• [Work request]: Every line of the data below is to be given again as it appears, with the images removed.

Collected data entries

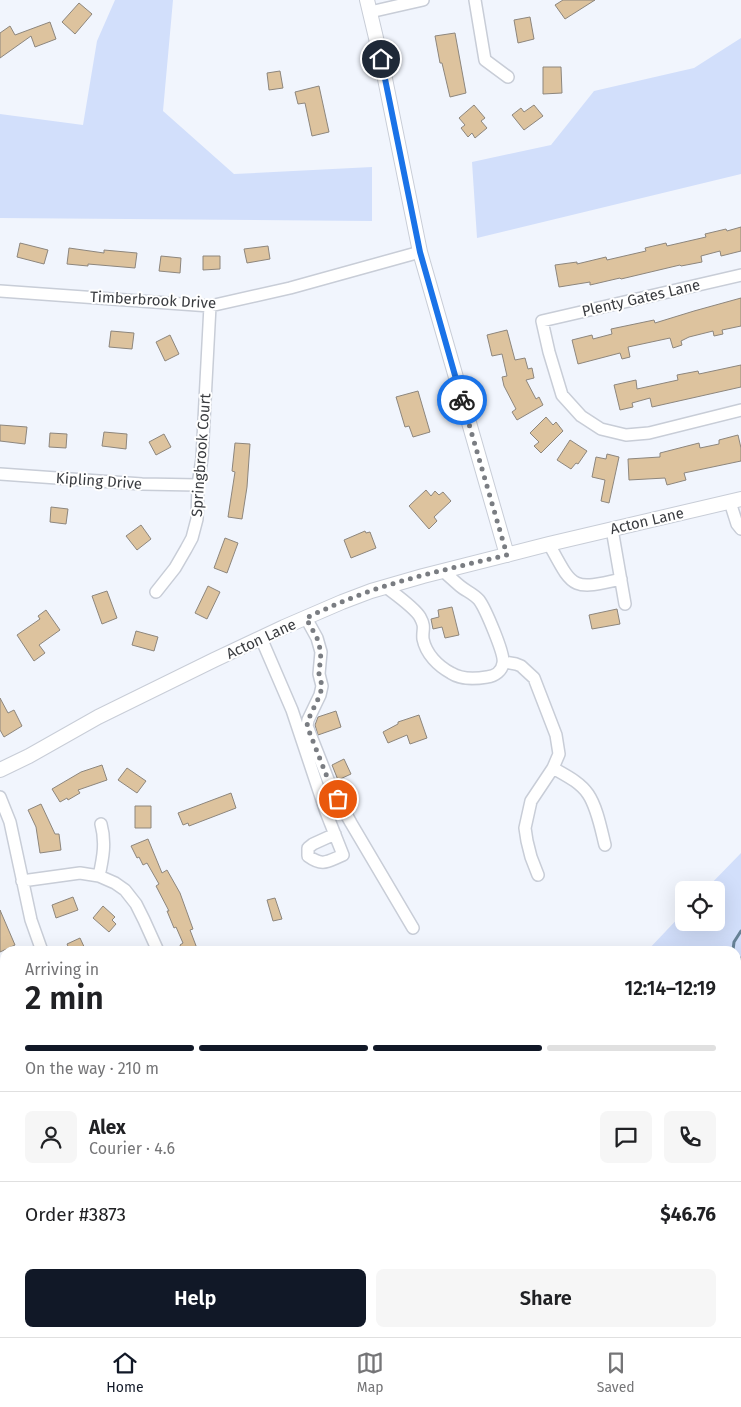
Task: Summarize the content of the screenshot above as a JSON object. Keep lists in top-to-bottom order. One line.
{"streets":{"street":["Plenty Gates Lane","Timberbrook Drive","Springbrook Court","Kipling Drive","Acton Lane"]},"crossings":[["Timberbrook Drive","Springbrook Court"],["Springbrook Court","Kipling Drive"]],"page":{"heading":["2 min","Arriving in","12:14–12:19"],"panel":["Alex","Courier · 4.6","Order #3873","$46.76"],"bar":"On the way · 210 m","buttons":["Help","Share"],"tabs":["Home","Map","Saved"]}}
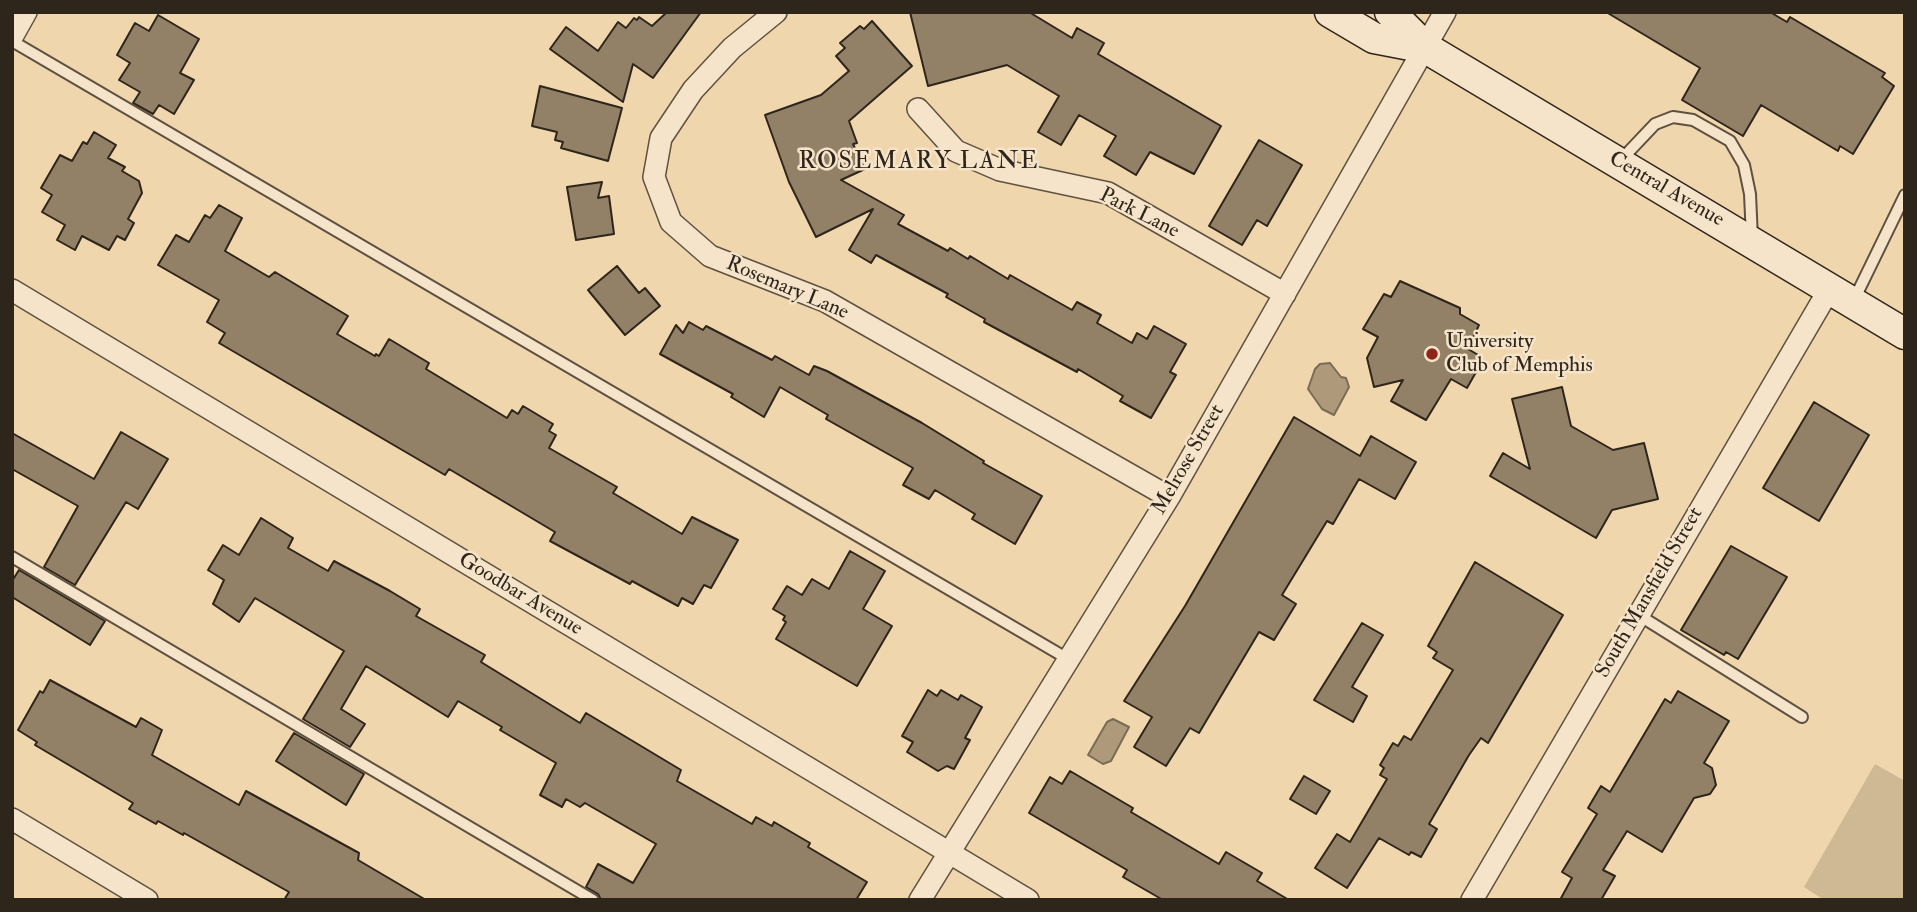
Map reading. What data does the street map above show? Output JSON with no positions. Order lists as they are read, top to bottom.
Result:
{
  "streets": {
    "main road": ["Central Avenue"],
    "street": [
      "Park Lane",
      "Rosemary Lane",
      "Melrose Street",
      "South Mansfield Street",
      "Goodbar Avenue"
    ]
  },
  "crossings": [
    ["Central Avenue", "Melrose Street"],
    ["Central Avenue", "South Mansfield Street"],
    ["Park Lane", "Melrose Street"],
    ["Rosemary Lane", "Melrose Street"],
    ["Melrose Street", "Goodbar Avenue"]
  ],
  "districts": ["ROSEMARY LANE"],
  "places": ["University Club of Memphis"]
}
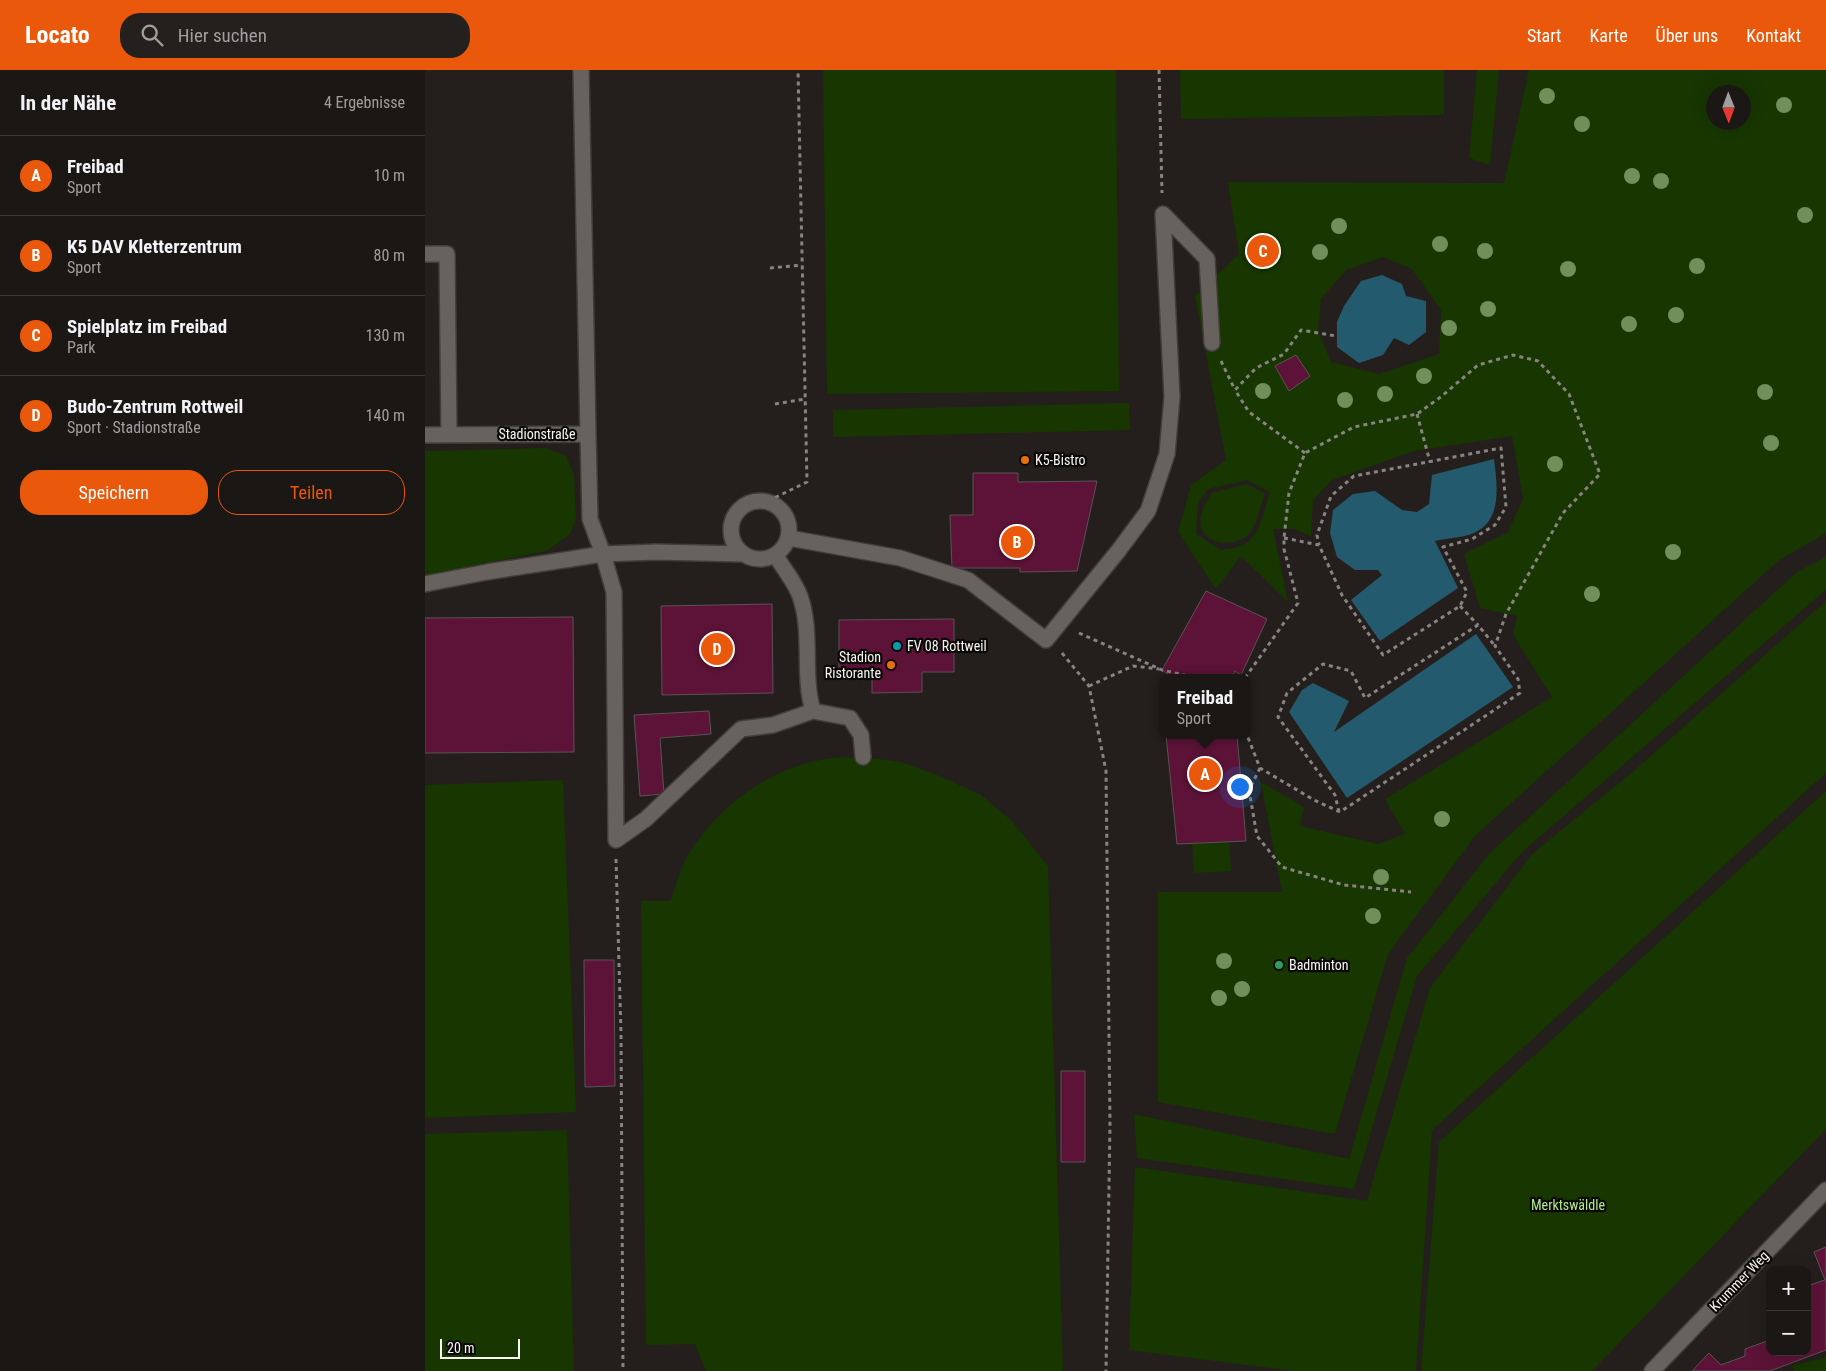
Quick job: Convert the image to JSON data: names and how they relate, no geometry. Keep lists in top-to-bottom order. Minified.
{"streets":{"street":["Stadionstraße","Krummer Weg"]},"parks":["Merktswäldle"],"places":["K5-Bistro","FV 08 Rottweil","Stadion Ristorante","Badminton"],"scale_bar":"20 m","north":"bottom","page":{"header":"Locato","search":"Hier suchen","nav":["Start","Karte","Über uns","Kontakt"],"heading":["In der Nähe","4 Ergebnisse"],"list":[{"mark":"A","name":"Freibad","note":"Sport","value":"10 m"},{"mark":"B","name":"K5 DAV Kletterzentrum","note":"Sport","value":"80 m"},{"mark":"C","name":"Spielplatz im Freibad","note":"Park","value":"130 m"},{"mark":"D","name":"Budo-Zentrum Rottweil","note":"Sport · Stadionstraße","value":"140 m"}],"pins":["C","B","D","A"],"buttons":["Speichern","Teilen"],"popup":["Freibad","Sport"],"map_buttons":["+","−"],"scale":"20 m"}}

• [Response to this task]:
Task: Summarize the content of the screenshot above as a JSON object. Keep lists in top-to-bottom order. One line.
{"streets":{"street":["Plenty Gates Lane","Timberbrook Drive","Springbrook Court","Kipling Drive","Acton Lane"]},"crossings":[["Timberbrook Drive","Springbrook Court"],["Springbrook Court","Kipling Drive"]],"page":{"heading":["2 min","Arriving in","12:14–12:19"],"panel":["Alex","Courier · 4.6","Order #3873","$46.76"],"bar":"On the way · 210 m","buttons":["Help","Share"],"tabs":["Home","Map","Saved"]}}
Map reading. What data does the street map above show? Output JSON with no positions. Order lists as they are read, top to bottom.
Result:
{
  "streets": {
    "main road": ["Central Avenue"],
    "street": [
      "Park Lane",
      "Rosemary Lane",
      "Melrose Street",
      "South Mansfield Street",
      "Goodbar Avenue"
    ]
  },
  "crossings": [
    ["Central Avenue", "Melrose Street"],
    ["Central Avenue", "South Mansfield Street"],
    ["Park Lane", "Melrose Street"],
    ["Rosemary Lane", "Melrose Street"],
    ["Melrose Street", "Goodbar Avenue"]
  ],
  "districts": ["ROSEMARY LANE"],
  "places": ["University Club of Memphis"]
}
Quick job: Convert the image to JSON data: names and how they relate, no geometry. Keep lists in top-to-bottom order. Minified.
{"streets":{"street":["Stadionstraße","Krummer Weg"]},"parks":["Merktswäldle"],"places":["K5-Bistro","FV 08 Rottweil","Stadion Ristorante","Badminton"],"scale_bar":"20 m","north":"bottom","page":{"header":"Locato","search":"Hier suchen","nav":["Start","Karte","Über uns","Kontakt"],"heading":["In der Nähe","4 Ergebnisse"],"list":[{"mark":"A","name":"Freibad","note":"Sport","value":"10 m"},{"mark":"B","name":"K5 DAV Kletterzentrum","note":"Sport","value":"80 m"},{"mark":"C","name":"Spielplatz im Freibad","note":"Park","value":"130 m"},{"mark":"D","name":"Budo-Zentrum Rottweil","note":"Sport · Stadionstraße","value":"140 m"}],"pins":["C","B","D","A"],"buttons":["Speichern","Teilen"],"popup":["Freibad","Sport"],"map_buttons":["+","−"],"scale":"20 m"}}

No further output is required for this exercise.